A empresa Palantir, avaliada em cerca de US$ 300 bilhões, fornece tecnologia militar para as Forças de Defesa de Israel e envolve-se em operações de IA voltadas a decisões de deportação para unidades da ICE nos EUA. No Reino Unido, a Palantir mantém contratos governamentais que somam mais de £500 milhões. Global Counsel, consultoria da qual Mandelson foi sócio e que ainda detém participação, também presta serviços à Palantir.

O cabinet secretary Sir Chris Wormald é pressionado a tornar pública a participação de Mandelson, especialmente após a embaixada britânica ter organizado, em fevereiro de 2025, uma visita de Keir Starmer à mostra da Palantir em Washington, DC. Na ocasião, Mandelson já era embaixador do Reino Unido nos EUA.

Controvérsia Palantir no Reino Unido

Starmer e Mandelson participaram de reuniões com o CEO Alex Karp, que incluiu demonstrações de tecnologia militar. Em seguida, um acordo estratégico entre a Palantir e o Ministério da Defesa, assinado sete meses depois, precedeu um contrato de £241 milhões com a MoD para impulsionar IA militar e inovação, válido por três anos.

Grupos de defesa de tecnologia cívica, como Foxglove, solicitam à Câmara dos Comuns a divulgação de informações sobre a participação de Mandelson nas negociações dos contratos da Palantir. Questionamentos sobre a transparência também envolvem uma suposta ausência de registro público de encontros relevantes, como uma reunião de Starmer com a Palantir que não constou inicialmente no registro de visitas do premiê.

Próximos passos e contexto institucional

Críticos destacam que o contrato da MoD com a Palantir foi atribuído sem competição, o que levanta dúvidas sobre processos de aquisição. Parlamentares, entre eles Chi Onwurah, aguardam resultados de apuração da comissão de ciência e tecnologia sobre os contratos públicos da Palantir e a dependência do governo de grandes fornecedores estrangeiros.
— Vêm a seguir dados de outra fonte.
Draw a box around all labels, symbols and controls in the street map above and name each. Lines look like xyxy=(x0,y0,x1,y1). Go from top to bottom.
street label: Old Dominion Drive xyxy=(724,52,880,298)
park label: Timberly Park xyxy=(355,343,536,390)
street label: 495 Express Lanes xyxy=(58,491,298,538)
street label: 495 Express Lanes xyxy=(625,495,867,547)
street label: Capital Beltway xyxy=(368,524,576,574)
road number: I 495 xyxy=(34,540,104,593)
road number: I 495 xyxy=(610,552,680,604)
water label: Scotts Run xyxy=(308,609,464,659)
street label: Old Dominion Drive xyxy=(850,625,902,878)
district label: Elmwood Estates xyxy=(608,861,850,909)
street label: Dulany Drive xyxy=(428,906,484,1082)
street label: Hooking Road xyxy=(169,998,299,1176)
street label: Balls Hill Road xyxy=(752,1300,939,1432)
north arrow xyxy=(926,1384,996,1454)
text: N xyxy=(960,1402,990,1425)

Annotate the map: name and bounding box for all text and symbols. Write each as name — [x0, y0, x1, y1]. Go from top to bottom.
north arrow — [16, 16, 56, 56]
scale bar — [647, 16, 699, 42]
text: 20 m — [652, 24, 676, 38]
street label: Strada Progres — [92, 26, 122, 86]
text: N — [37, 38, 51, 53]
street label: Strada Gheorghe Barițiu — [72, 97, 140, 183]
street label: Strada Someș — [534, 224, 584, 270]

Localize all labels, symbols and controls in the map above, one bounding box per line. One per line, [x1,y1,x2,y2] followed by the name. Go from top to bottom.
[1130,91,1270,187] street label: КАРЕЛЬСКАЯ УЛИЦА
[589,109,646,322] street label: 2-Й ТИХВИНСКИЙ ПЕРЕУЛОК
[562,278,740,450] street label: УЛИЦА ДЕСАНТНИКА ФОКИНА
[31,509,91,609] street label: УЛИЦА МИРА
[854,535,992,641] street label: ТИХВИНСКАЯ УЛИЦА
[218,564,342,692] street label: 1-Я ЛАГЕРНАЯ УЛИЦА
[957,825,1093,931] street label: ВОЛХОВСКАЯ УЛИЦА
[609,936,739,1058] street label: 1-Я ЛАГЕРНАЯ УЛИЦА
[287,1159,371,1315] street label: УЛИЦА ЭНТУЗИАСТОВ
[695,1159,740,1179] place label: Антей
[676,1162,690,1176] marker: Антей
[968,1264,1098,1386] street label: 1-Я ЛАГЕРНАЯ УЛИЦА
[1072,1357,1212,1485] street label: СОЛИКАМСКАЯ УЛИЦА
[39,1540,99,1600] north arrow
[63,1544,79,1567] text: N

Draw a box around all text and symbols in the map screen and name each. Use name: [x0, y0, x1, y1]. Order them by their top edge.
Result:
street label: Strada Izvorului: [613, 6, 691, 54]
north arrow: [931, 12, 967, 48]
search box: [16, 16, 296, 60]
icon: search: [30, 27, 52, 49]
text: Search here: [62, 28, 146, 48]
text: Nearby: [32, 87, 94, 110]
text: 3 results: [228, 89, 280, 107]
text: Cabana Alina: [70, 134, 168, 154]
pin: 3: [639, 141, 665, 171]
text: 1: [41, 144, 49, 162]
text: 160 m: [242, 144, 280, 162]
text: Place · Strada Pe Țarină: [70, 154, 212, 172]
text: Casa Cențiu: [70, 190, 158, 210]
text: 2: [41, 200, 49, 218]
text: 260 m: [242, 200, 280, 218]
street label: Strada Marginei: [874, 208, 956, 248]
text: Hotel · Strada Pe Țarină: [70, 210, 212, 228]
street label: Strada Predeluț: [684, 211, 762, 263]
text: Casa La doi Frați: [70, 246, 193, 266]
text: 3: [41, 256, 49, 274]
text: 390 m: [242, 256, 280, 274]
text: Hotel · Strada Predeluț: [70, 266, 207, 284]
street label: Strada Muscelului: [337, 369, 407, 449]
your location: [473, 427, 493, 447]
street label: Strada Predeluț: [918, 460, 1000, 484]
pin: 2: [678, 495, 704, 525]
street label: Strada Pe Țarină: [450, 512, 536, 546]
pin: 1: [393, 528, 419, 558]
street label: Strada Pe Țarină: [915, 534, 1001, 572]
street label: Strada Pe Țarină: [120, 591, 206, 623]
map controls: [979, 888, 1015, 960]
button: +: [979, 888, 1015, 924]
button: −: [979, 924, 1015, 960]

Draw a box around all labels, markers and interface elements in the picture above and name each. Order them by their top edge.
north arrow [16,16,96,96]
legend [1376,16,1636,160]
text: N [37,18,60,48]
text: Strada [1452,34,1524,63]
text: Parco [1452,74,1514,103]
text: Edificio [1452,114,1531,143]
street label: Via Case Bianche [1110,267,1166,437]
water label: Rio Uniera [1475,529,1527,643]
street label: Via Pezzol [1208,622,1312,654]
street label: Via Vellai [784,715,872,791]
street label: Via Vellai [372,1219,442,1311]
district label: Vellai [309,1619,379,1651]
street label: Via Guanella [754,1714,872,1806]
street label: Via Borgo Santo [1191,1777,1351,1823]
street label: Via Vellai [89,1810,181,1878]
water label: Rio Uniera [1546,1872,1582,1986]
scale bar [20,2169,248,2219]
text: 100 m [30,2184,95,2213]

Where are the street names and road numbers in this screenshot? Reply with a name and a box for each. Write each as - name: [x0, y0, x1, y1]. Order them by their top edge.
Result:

Mandelson deixou a direção da Global Counsel em 2024, mas segundo registros, manteve participação na empresa. Conforme o pedido por maior transparência, autoridades devem esclarecer a extensão do envolvimento de Mandelson e se houve repasse de informações sensíveis a Epstein.

Palantir não comentou o assunto. O governo britânico — incluindo o Gabinete do Primeiro-Ministro, o Cabinet Office e o Ministério da Defesa — foi procurado para se pronunciar.